The IMF stated this in its October 2021 Fiscal Monitor Report published on its website.
It said the country’s gross debt-to-GDP ratio would increase from 35.7 per cent in 2021 to 36.9 per cent in 2022, 37.7 per cent in 2023, 39.1 per cent in 2024 and 40.6 per cent in 2025.
According to the report, the gross debt includes overdrafts from the Central Bank of Nigeria (CBN) and liabilities of the Asset Management Corporation of Nigeria (AMCON). 
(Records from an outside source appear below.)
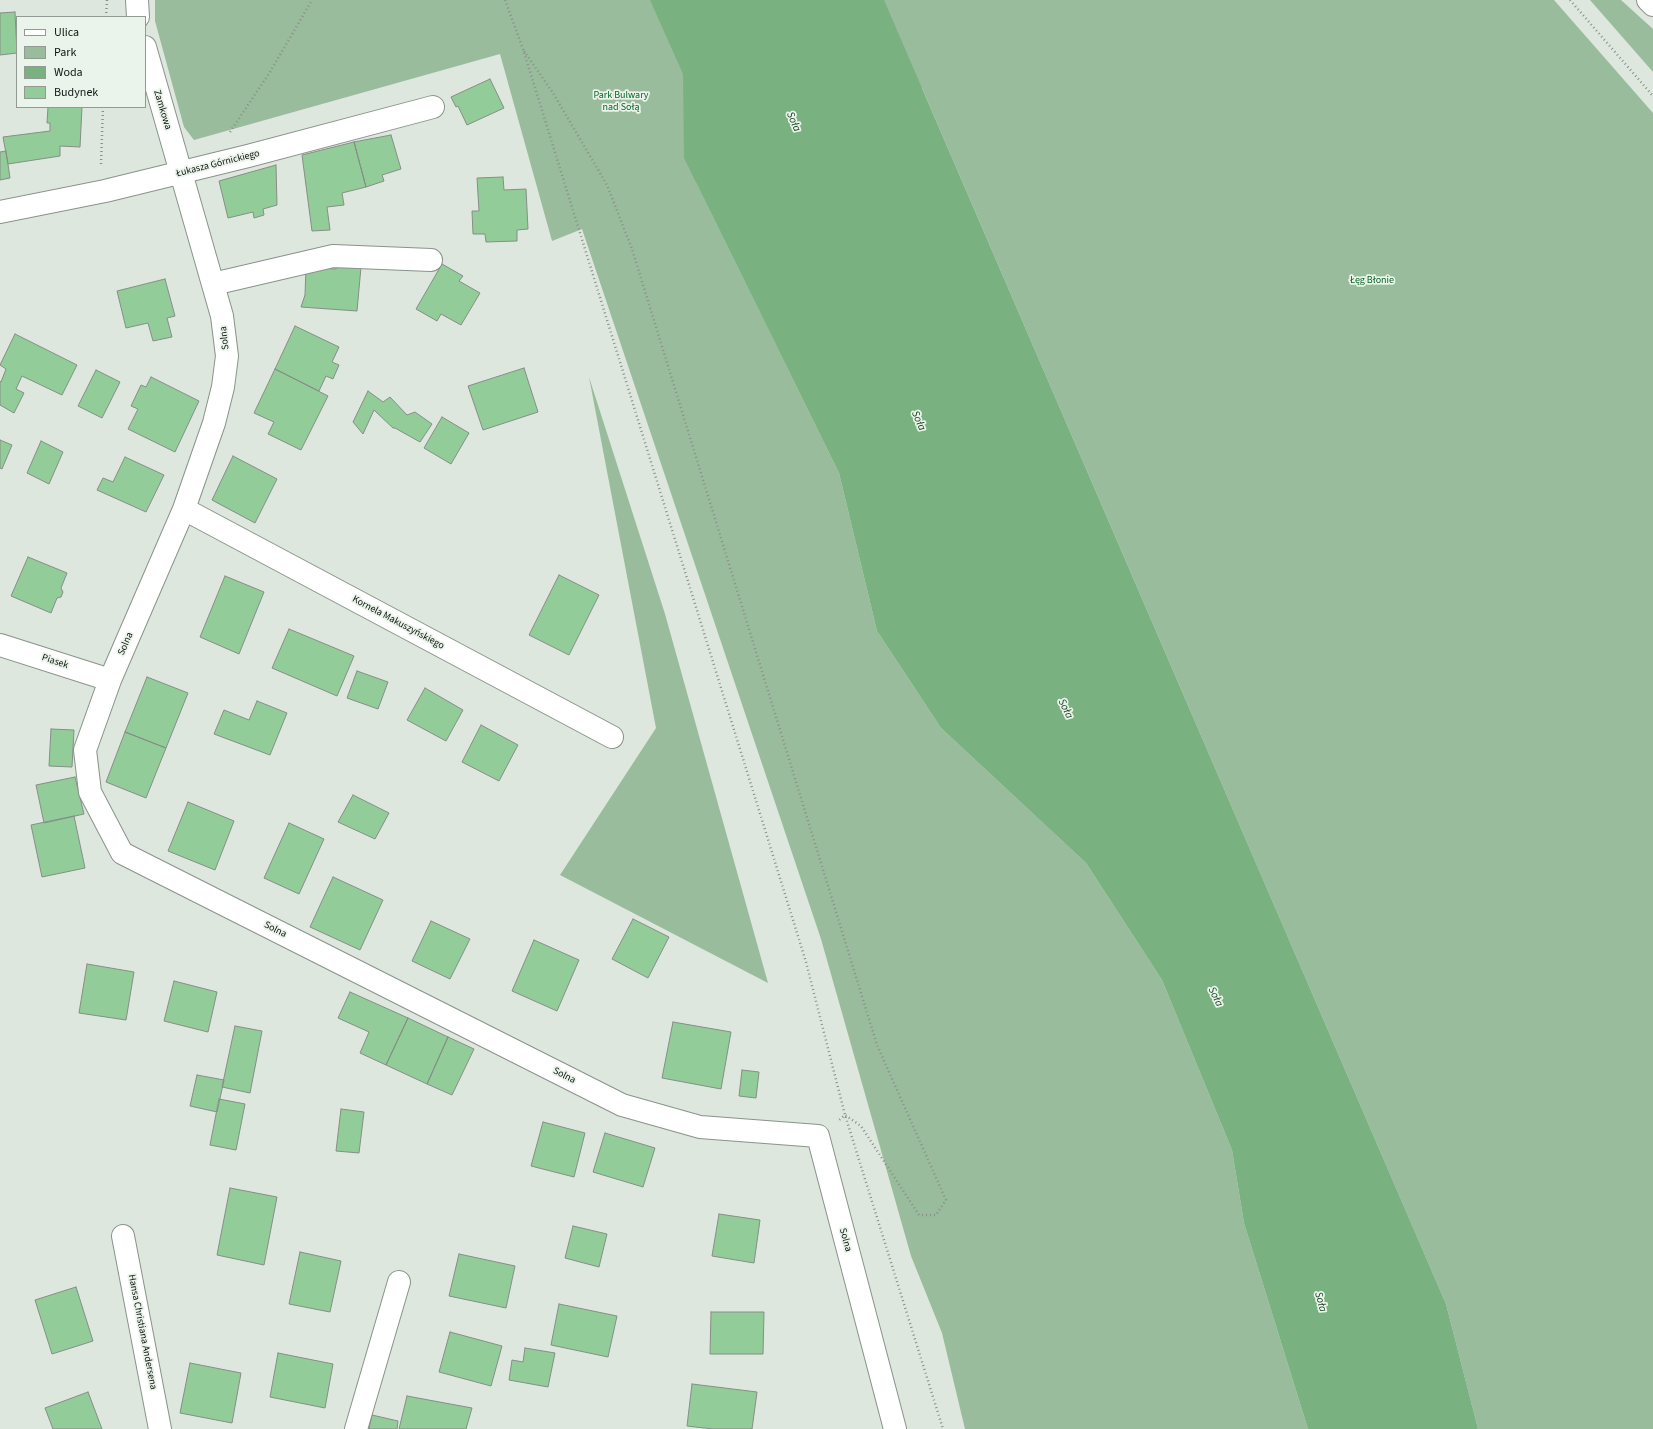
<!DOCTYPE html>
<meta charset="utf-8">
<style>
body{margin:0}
#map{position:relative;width:1653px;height:1429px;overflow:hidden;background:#dde7de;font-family:"Source Sans 3",sans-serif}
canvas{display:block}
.legend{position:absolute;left:16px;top:16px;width:130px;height:92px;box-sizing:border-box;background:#eaf4eb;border:1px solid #939a94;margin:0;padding:5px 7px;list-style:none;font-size:12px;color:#111411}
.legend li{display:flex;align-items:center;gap:8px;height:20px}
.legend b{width:20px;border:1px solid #939a94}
</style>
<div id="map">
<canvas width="1653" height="1429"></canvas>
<ul class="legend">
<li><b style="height:5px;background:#fff"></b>Ulica</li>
<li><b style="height:11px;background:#99bc9c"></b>Park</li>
<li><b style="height:11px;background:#79b280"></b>Woda</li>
<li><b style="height:11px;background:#92cc98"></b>Budynek</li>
</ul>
</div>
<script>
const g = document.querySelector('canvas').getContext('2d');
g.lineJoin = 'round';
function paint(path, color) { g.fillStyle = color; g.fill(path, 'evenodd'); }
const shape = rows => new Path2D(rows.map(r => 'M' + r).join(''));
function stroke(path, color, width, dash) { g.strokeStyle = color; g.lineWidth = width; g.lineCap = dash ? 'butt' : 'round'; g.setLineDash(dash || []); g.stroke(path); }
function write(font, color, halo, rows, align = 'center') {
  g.font = font + ' "Source Sans 3",sans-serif'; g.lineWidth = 3.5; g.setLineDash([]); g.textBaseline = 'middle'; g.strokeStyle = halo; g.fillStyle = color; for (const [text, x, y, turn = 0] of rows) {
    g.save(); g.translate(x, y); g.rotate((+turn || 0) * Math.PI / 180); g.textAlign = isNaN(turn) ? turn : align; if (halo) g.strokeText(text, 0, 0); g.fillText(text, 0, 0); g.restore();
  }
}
paint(shape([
 [155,0,1554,0,1653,113,1653,1429,1478,1429,1446,1304,922,88,696,182,839,473,877,631,941,728,1086,863,1162,980,1232,1150,1244,1223,1308,1429,965,1429,942,1333,911,1256,821,939,582,229,552,241,500,54,194,140,184,127,155,21],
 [1590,0,1621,0,1653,29,1653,72],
 [589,377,665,614,768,983,560,875,656,728]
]), '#99bc9c');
paint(shape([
 [650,0,884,0,1446,1304,1478,1429,1308,1429,1244,1223,1232,1150,1162,980,1086,863,941,728,877,631,839,473,684,158,683,74]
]), '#79b280');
const building = shape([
 [15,12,17,53,0,55,0,13,15,12],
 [490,79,504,108,467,125,458,106,456,107,451,97,490,79],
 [48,107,82,107,80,147,60,146,60,156,8,164,3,137,50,131,50,123,47,123,48,107],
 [391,135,401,169,382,175,384,181,366,187,354,142,391,135],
 [354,142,366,187,342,193,344,205,327,207,330,230,312,231,302,155,354,142],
 [6,151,10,178,0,180,0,152,6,151],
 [276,165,277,205,263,209,264,215,254,218,253,212,228,218,219,181,276,165],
 [503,177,504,190,526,189,528,229,517,230,517,241,486,242,485,234,473,234,472,211,479,211,477,178,503,177],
 [442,264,463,276,459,281,480,293,461,325,441,314,437,321,416,309,442,264],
 [337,266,361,267,357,311,301,307,305,295,306,267,336,269,337,266],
 [165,279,175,316,167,318,172,337,153,341,148,323,126,328,117,291,165,279],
 [295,326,339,347,332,362,339,365,333,379,326,376,319,391,275,369,295,326],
 [15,334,77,365,62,395,22,376,16,389,24,393,14,413,0,405,0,381,1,382,6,369,0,365,15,334],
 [524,368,538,412,483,430,468,386,524,368],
 [275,369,328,396,301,450,268,434,274,422,254,413,275,369],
 [96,370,120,382,102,418,78,406,96,370],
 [151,377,199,401,175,452,128,429,138,409,131,406,141,385,146,387,151,377],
 [368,391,383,402,390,397,407,415,415,412,432,424,420,442,395,428,393,428,374,410,363,434,353,422,368,391],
 [442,417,469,433,451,464,424,448,442,417],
 [0,440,12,445,2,469,0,468,0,440],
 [41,441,63,452,49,484,27,473,41,441],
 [233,456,277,479,255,523,212,500,233,456],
 [125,457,164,475,146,512,97,490,103,478,113,482,125,457],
 [28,557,67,573,61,588,63,592,61,597,57,598,51,613,11,596,28,557],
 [559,575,599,595,569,655,529,635,559,575],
 [225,576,264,592,239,654,200,637,225,576],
 [289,629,354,656,337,696,272,668,289,629],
 [357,671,388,682,378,709,347,698,357,671],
 [147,677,188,693,166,748,125,732,147,677],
 [425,688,463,710,446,741,407,720,425,688],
 [257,701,287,713,270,755,214,734,224,710,249,720,257,701],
 [481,725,518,745,499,781,462,762,481,725],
 [51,729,74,730,72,767,49,766,51,729],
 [125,732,166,748,146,798,106,782,125,732],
 [75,777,84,814,44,823,36,785,75,777],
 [353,795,389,813,375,839,338,822,353,795],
 [188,802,234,821,215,870,168,851,188,802],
 [74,816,85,868,42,877,31,825,74,816],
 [289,823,324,839,299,894,264,878,289,823],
 [333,877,383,900,360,950,310,927,333,877],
 [633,919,669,937,648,978,612,959,633,919],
 [431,921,470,939,450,979,412,961,431,921],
 [534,940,579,960,557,1011,512,991,534,940],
 [87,964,134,972,126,1020,79,1013,87,964],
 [174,981,217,992,208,1032,164,1021,174,981],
 [350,992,408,1018,386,1065,360,1053,369,1032,338,1018,350,992],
 [408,1018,448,1037,427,1084,386,1065,408,1018],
 [673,1022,731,1032,721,1089,662,1078,673,1022],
 [235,1026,262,1031,250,1093,222,1087,235,1026],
 [448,1037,474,1049,452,1095,427,1084,448,1037],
 [742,1070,759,1072,756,1098,739,1096,742,1070],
 [197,1075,224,1080,217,1112,190,1106,197,1075],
 [219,1099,245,1104,236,1150,210,1145,219,1099],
 [341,1109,364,1112,359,1153,336,1151,341,1109],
 [543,1122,585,1133,574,1177,531,1166,543,1122],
 [605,1133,655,1148,643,1187,593,1172,605,1133],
 [230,1188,277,1197,264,1265,217,1255,230,1188],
 [719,1214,760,1220,754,1263,712,1256,719,1214],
 [573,1226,607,1234,599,1267,565,1258,573,1226],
 [300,1252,341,1261,330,1312,289,1304,300,1252],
 [459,1254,515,1266,506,1308,449,1296,459,1254],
 [76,1287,93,1341,52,1354,35,1300,76,1287],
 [559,1304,617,1316,608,1357,551,1345,559,1304],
 [711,1312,764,1312,763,1354,710,1354,711,1312],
 [450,1332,502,1346,491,1386,439,1372,450,1332],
 [525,1348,555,1353,548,1387,509,1380,512,1360,523,1362,525,1348],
 [278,1353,333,1364,325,1408,270,1397,278,1353],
 [190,1363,241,1373,232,1423,180,1413,190,1363],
 [692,1384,757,1392,752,1429,713,1429,687,1426,692,1384],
 [88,1392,102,1429,53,1429,45,1408,88,1392],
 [407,1396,472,1408,466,1429,399,1429,407,1396],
 [372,1415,398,1421,397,1429,369,1429,372,1415]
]);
paint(building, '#92cc98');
stroke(building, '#858e86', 1);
const minor = shape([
 [137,0,138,17],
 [1648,0,1653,5],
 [145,47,222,316,227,356,223,387,214,423,184,509,110,680,85,750,90,792,122,853,622,1105,700,1127,818,1136,895,1429],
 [0,212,105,191,248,156,433,107],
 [213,284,333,256,431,260],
 [184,509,612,737],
 [0,645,110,680],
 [123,1236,160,1429],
 [356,1429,399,1282]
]);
stroke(minor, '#8a938b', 24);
stroke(shape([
 [505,0,523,49,806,962,845,1115,943,1429],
 [1570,0,1653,96],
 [106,17,107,0],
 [524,51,553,93,607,185,632,249,877,1045,946,1200,936,1215,919,1215,861,1126,845,1115,839,1120],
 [230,132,270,72,312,0],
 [101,164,103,107]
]), '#89908a', 2.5, [1, 3]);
stroke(minor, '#fff', 22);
write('10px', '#096324', '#eaf4eb', [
 ["Park Bulwary",621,96],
 ["nad Sołą",621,108],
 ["Łęg Błonie",1372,281]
]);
write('10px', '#111411', '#eaf4eb', [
 ["Zamkowa",162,110,73],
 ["Łukasza Górnickiego",218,164,-14],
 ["Solna",225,338,-96],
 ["Kornela Makuszyńskiego",398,623,28],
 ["Solna",126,644,-67],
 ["Piasek",55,662,18],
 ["Solna",275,930,27],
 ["Solna",564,1076,27],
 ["Solna",845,1240,75],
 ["Hansa Christiana Andersena",142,1332,79]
]);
write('italic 11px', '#113b19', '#eaf4eb', [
 ["Soła",793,122,67],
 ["Soła",918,421,67],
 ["Soła",1065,709,63],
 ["Soła",1215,997,63],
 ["Soła",1320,1302,74]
]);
</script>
It added that the general government’s revenue-to-GDP ratio would decrease from 7.2 per cent in 2021 to 6.5 per cent in 2026, while the general government expenditure-to-GDP ratio would decrease from 13.3 per cent in 2021 to 12.6 per cent in 2026.
The global financial institution said that the general government net debt-to-GDP ratio would increase from 35.3 per cent in 2021 to 41.8 per cent in 2026.
“The overdrafts and government deposits at the Central Bank of Nigeria almost cancel each other out, and the Asset Management Corporation of Nigeria debt is roughly halved,” it added.
The report said for low-income developing countries like Nigeria, average gross debt in 2021 would likely remain stable at almost 50 per cent in 2020, while debt vulnerabilities “are expected to be high.